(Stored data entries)

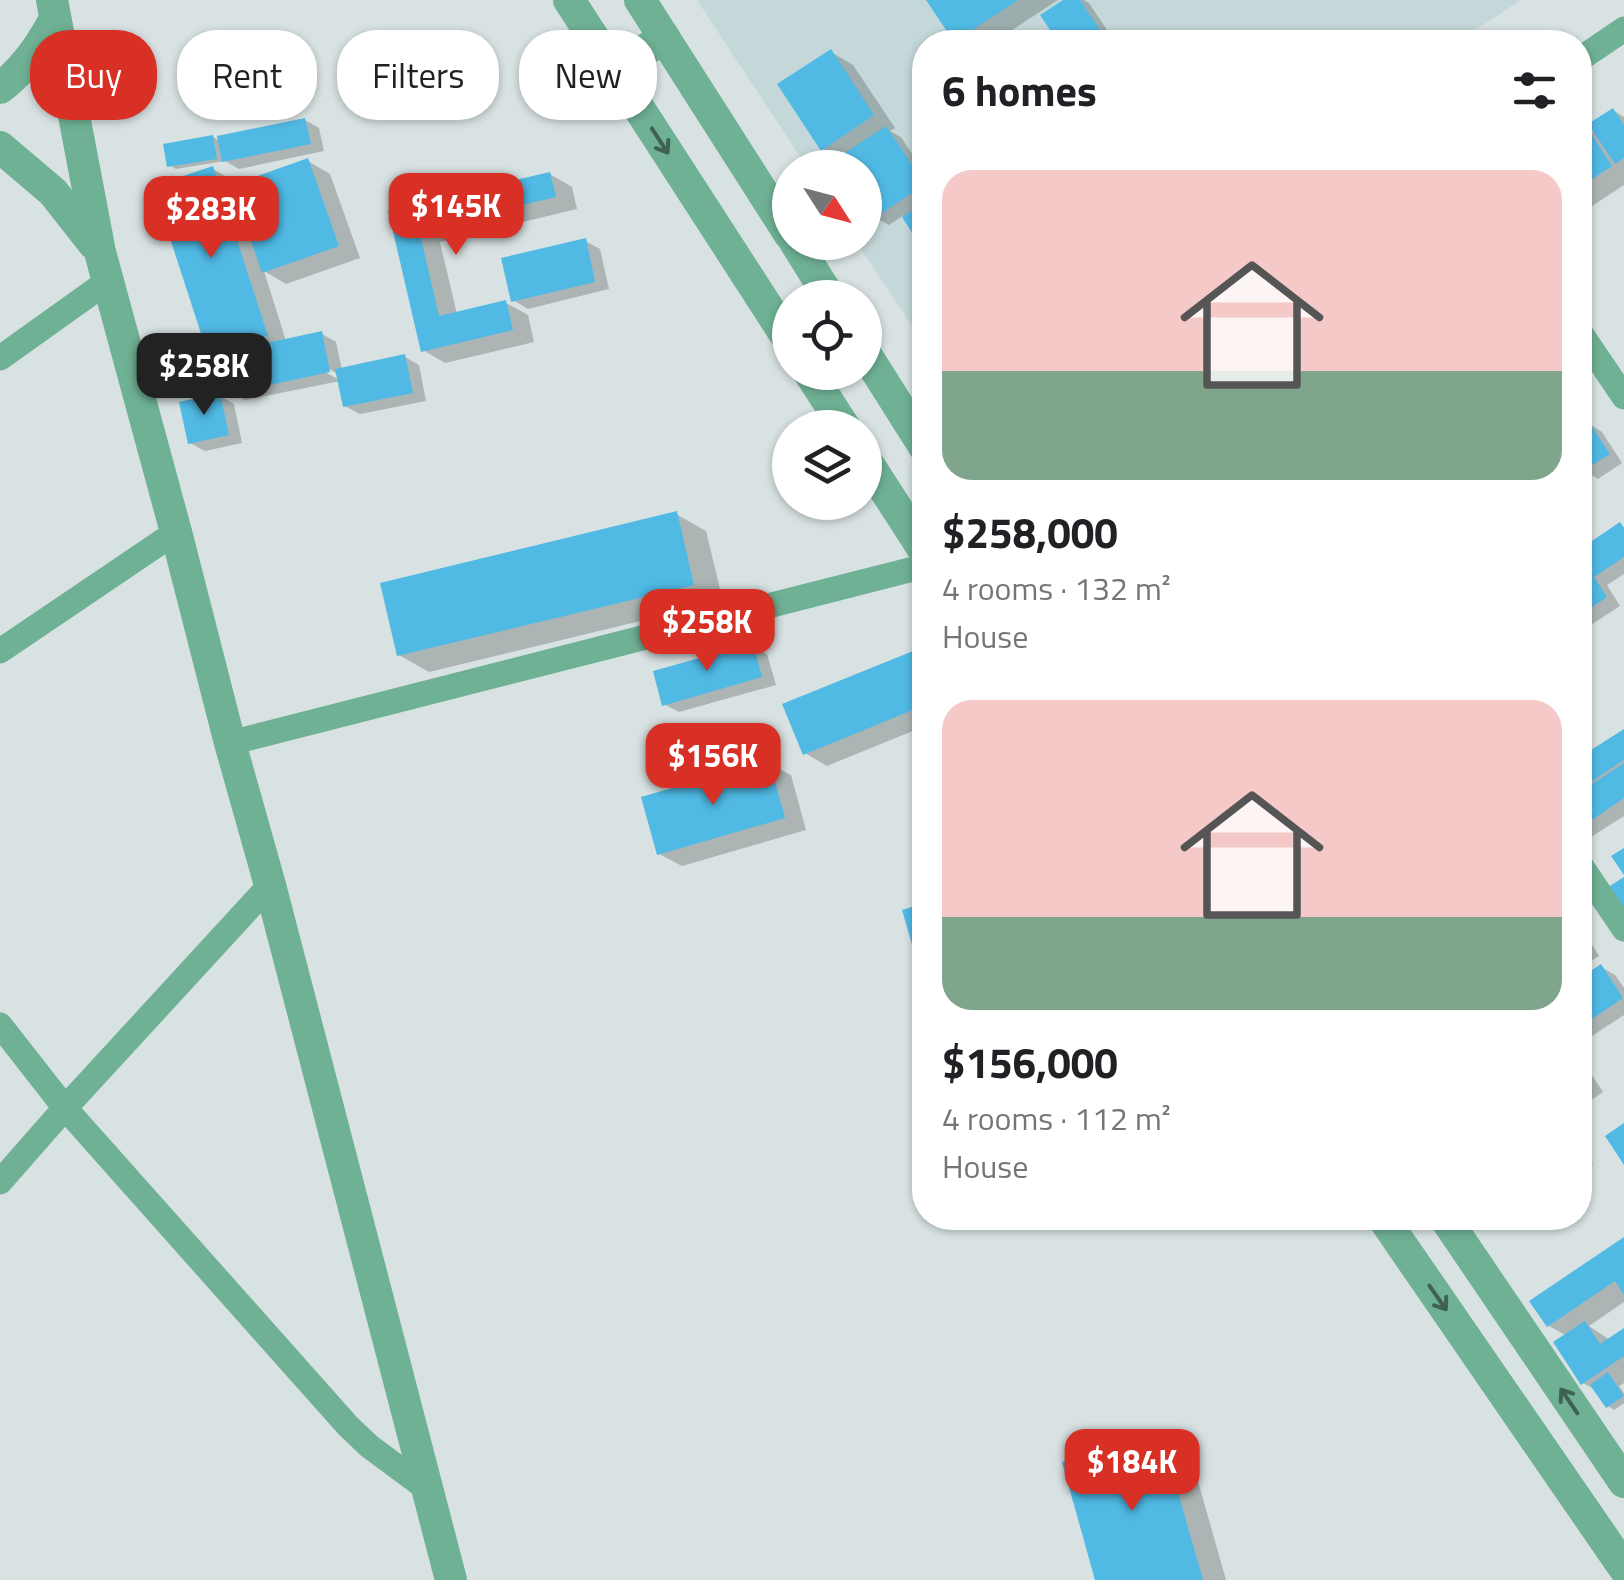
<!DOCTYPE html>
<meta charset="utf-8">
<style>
body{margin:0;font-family:"Titillium Web",sans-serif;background:#f2f2f2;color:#202124;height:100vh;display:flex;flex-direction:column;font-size:38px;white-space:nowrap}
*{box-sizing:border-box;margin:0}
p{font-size:32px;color:#757577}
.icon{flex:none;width:55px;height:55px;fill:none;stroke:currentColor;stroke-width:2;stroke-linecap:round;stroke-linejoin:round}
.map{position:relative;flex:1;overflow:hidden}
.drawer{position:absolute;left:912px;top:30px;width:680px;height:1200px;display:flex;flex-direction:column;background:#fff;border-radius:40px;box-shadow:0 2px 8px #0004}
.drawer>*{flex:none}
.hud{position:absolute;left:30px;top:30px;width:732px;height:90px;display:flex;gap:20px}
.needle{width:65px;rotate:126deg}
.controls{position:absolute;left:772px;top:150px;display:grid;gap:20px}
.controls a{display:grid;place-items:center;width:110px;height:110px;border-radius:50%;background:#fff;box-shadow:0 2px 8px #0004;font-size:50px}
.price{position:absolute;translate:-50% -85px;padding:0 22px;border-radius:20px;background:#d93025;color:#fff;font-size:32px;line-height:65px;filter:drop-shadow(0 2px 5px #0008)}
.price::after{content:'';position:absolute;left:50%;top:60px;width:30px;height:22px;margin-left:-15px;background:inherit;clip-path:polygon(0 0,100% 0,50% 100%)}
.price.active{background:#222;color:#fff}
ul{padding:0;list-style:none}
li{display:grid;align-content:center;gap:20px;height:530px;padding:0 30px}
li span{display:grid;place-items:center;height:310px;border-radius:30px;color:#555}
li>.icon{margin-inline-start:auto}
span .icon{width:180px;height:180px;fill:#fffc;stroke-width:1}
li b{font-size:42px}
h2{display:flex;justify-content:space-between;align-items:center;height:120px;padding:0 30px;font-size:42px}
.tag{padding:0 35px;border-radius:40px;background:#fff;box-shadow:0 2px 8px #0004;font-size:35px;line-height:90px}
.tag.active{background:#d93025;color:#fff}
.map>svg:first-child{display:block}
.built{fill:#c5d8d9}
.shadow{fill:#0003;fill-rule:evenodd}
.building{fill:#50bae5}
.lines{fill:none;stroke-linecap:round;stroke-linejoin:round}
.minor{stroke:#6fb195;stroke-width:25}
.tertiary{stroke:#6fb195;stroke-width:32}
.oneway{stroke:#3f6254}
</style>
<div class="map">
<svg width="1624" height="1580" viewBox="0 0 1624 1580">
<rect width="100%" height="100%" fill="#d8e2e2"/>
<path class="built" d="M697,0h824l-64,42h-532v304l-68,-103 8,-1v-74l-58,-1z"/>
<g class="shadow">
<path d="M929,0h129l-64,42h-35l-3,-2z"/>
<path d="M1068,0h16l5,3 26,39h-54l-18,-26z"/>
<path d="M831,52l22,13 42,63 -5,3 11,6 24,37v74l-21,-33 -15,10 -15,-8 -9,-15v-34l-24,-9 -18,-10z"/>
<path d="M1613,110l11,7v68l-44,29v-84l5,-3 13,8z"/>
<path d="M305,120l14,8 5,23 -85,18 -14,-8 -49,8 -7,-4 44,-28 8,5z"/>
<path d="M308,161l22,13 30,84 -74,26 -22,-13 22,70 36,-7 14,8 6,28 63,-13 14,8 7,36 -66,13 -15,-8 -5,-25 -95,19 -15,-8 -6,-30 -14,-9 3,-184 22,13 1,4zM321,364l18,11v5l-21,-12z"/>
<path d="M550,174l22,13 5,22 -137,33 17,72 49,-11 22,12 6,27 -89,21 -22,-13 -32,-138z"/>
<path d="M585,241l15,8 9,40 -81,20 -15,-9z"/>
<path d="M220,396l14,8 8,39 -37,8 -15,-8z"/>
<path d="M1588,423l14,9 20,31 -24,16 -12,-7 -6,4v-47z"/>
<path d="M676,514l30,17 17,70 -294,71 -30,-17z"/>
<path d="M1620,525l4,2v47l-17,11 13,21 -40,26v-80z"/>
<path d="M753,646l14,8 9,31 -97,27 -15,-8z"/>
<path d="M913,654l12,7v65l-98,40 -22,-13z"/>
<path d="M1624,732v84l-41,26 -3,-2v-80z"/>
<path d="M768,763l23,12 15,55 -124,36 -23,-12z"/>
<path d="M1580,930l5,3 14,23 -19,12z"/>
<path d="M1601,967l14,8 9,13v27l-44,29v-63z"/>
<path d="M1580,1057l23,35 -23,16z"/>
<path d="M1580,1146l13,18 -13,9z"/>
<path d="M1624,1240v62l-35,24 21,14 14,-9v52l-5,3 5,7v10l-10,7 -6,-4 -10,-15 -15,-8 -16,-47 -18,-10z"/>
<path d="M1161,1436l29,17 36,127h-128z"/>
</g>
<g class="building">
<path d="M926,0h92l-64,42z"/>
<path d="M1063,0h17l28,42h-50l-18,-27z"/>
<path d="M831,49l43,66 -53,36 -44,-67z"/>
<path d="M1613,108l11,17v33l-9,6 -27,-40z"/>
<path d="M305,118l6,26 -89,18 -5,-26z"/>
<path d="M1585,124l27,42 -32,21v-60z"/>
<path d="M886,126l39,58 -52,35 -8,-12v-39h-26l-5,-8z"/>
<path d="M213,135l4,24 -50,8 -4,-23z"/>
<path d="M308,158l31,88 -77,27 -30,-88z"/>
<path d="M213,166l55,170 -60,19 -55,-169z"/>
<path d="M550,172l6,25 -137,33 20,86 67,-16 7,30 -92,22 -33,-142z"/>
<path d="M925,202v51l-23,-36z"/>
<path d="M586,238l9,44 -84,20 -10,-44z"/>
<path d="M322,331l8,41 -102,22 -8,-41z"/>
<path d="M405,354l8,39 -70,14 -8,-38z"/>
<path d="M220,393l9,42 -41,9 -9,-42z"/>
<path d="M1588,421l22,33 -29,18 -1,-46z"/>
<path d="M677,511l17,74 -297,71 -17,-73z"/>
<path d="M1620,522l4,6v29l-30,20 13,20 -27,18v-66z"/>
<path d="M753,643l9,34 -100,29 -9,-35z"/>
<path d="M913,651l12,30v24l-122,50 -21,-51z"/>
<path d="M1624,729v31l-44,29v-32z"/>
<path d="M769,760l16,58 -128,37 -16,-58z"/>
<path d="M1624,763v35l-44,30v-36z"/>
<path d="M1624,848v27l-13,-19z"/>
<path d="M1624,877v33l-19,-21z"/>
<path d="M925,903v57l-8,2 -15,-52z"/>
<path d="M1601,964l22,34 -43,29v-49z"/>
<path d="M1580,1067l10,16 -10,7z"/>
<path d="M1624,1123v42l-19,-29z"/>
<path d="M1624,1237v58l-9,-14 -68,46 -18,-26z"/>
<path d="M1585,1321l15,23 24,-16v28l-43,29 -28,-43z"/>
<path d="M1608,1372l16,24 -18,12 -16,-23z"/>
<path d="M1161,1433l42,147h-108l-33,-118z"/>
</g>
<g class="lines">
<g class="minor">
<path d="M1580,59l44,-30"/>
<path d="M1580,332l44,65"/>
<path d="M0,358l108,-77"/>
<path d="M0,651l176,-119"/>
<path d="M230,743l695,-177"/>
<path d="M1580,864l44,65"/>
<path d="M0,1025l65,83 283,318 21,20 58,43"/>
<path d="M0,1182l65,-74 205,-223"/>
</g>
<g class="tertiary">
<path d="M52,0l48,252 76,280 54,211 40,142 181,695"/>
<path d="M569,0l221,342"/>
<path d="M640,0l150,235"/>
<path d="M615,71l49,-34"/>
<path d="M0,88c25,-19 40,-42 55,-69"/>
<path d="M0,147l53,45 41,52"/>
<path d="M795,242l35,56"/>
<path d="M865,353l60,95"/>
<path d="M809,372l36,56"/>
<path d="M865,459l60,93"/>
<path d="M1383,1218l241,350"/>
<path d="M1445,1218l179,264"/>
</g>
</g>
<defs><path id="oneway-shaft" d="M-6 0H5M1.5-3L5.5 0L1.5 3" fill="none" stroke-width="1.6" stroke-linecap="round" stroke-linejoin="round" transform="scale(2.5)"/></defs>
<g class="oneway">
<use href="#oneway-shaft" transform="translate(660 141) rotate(57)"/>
<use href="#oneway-shaft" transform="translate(1438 1298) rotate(55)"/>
<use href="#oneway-shaft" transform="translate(1569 1401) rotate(-124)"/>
</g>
</svg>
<div class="controls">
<a><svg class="needle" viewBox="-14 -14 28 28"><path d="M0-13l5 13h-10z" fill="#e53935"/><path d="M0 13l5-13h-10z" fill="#757577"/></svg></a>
<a><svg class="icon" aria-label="locate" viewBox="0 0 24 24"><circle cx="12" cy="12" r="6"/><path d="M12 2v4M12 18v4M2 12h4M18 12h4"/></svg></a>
<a><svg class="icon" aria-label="layers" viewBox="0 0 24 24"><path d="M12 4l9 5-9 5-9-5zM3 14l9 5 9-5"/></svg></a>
</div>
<b class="price" style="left:456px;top:258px">$145K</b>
<b class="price" style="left:211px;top:261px">$283K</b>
<b class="price active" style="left:204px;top:418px">$258K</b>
<b class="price" style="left:707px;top:674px">$258K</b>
<b class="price" style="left:713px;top:808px">$156K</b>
<b class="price" style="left:1132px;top:1514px">$184K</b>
<div class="hud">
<a class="tag active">Buy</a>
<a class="tag">Rent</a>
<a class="tag">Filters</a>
<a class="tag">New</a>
</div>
<section class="drawer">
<h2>6 homes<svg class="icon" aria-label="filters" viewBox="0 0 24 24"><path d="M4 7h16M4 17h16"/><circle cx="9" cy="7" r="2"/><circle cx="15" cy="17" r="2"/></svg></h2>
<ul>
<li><span style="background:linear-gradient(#f6c9c9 65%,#7fa58c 0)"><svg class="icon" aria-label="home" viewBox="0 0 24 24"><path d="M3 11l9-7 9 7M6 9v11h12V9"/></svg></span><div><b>$258,000</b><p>4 rooms · 132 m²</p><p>House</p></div></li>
<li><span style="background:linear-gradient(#f6c9c9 70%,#7fa58c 0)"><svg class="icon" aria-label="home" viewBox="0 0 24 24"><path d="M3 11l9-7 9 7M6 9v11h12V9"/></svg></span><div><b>$156,000</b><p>4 rooms · 112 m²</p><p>House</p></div></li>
</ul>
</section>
</div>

◆ WHAT YOU SHOULD DO ◆
Go through the entries above and copy each line with "controls" in it.

◆ SOLUTION TO THIS PROBLEM ◆
.controls{position:absolute;left:772px;top:150px;display:grid;gap:20px}
.controls a{display:grid;place-items:center;width:110px;height:110px;border-radius:50%;background:#fff;box-shadow:0 2px 8px #0004;font-size:50px}
<div class="controls">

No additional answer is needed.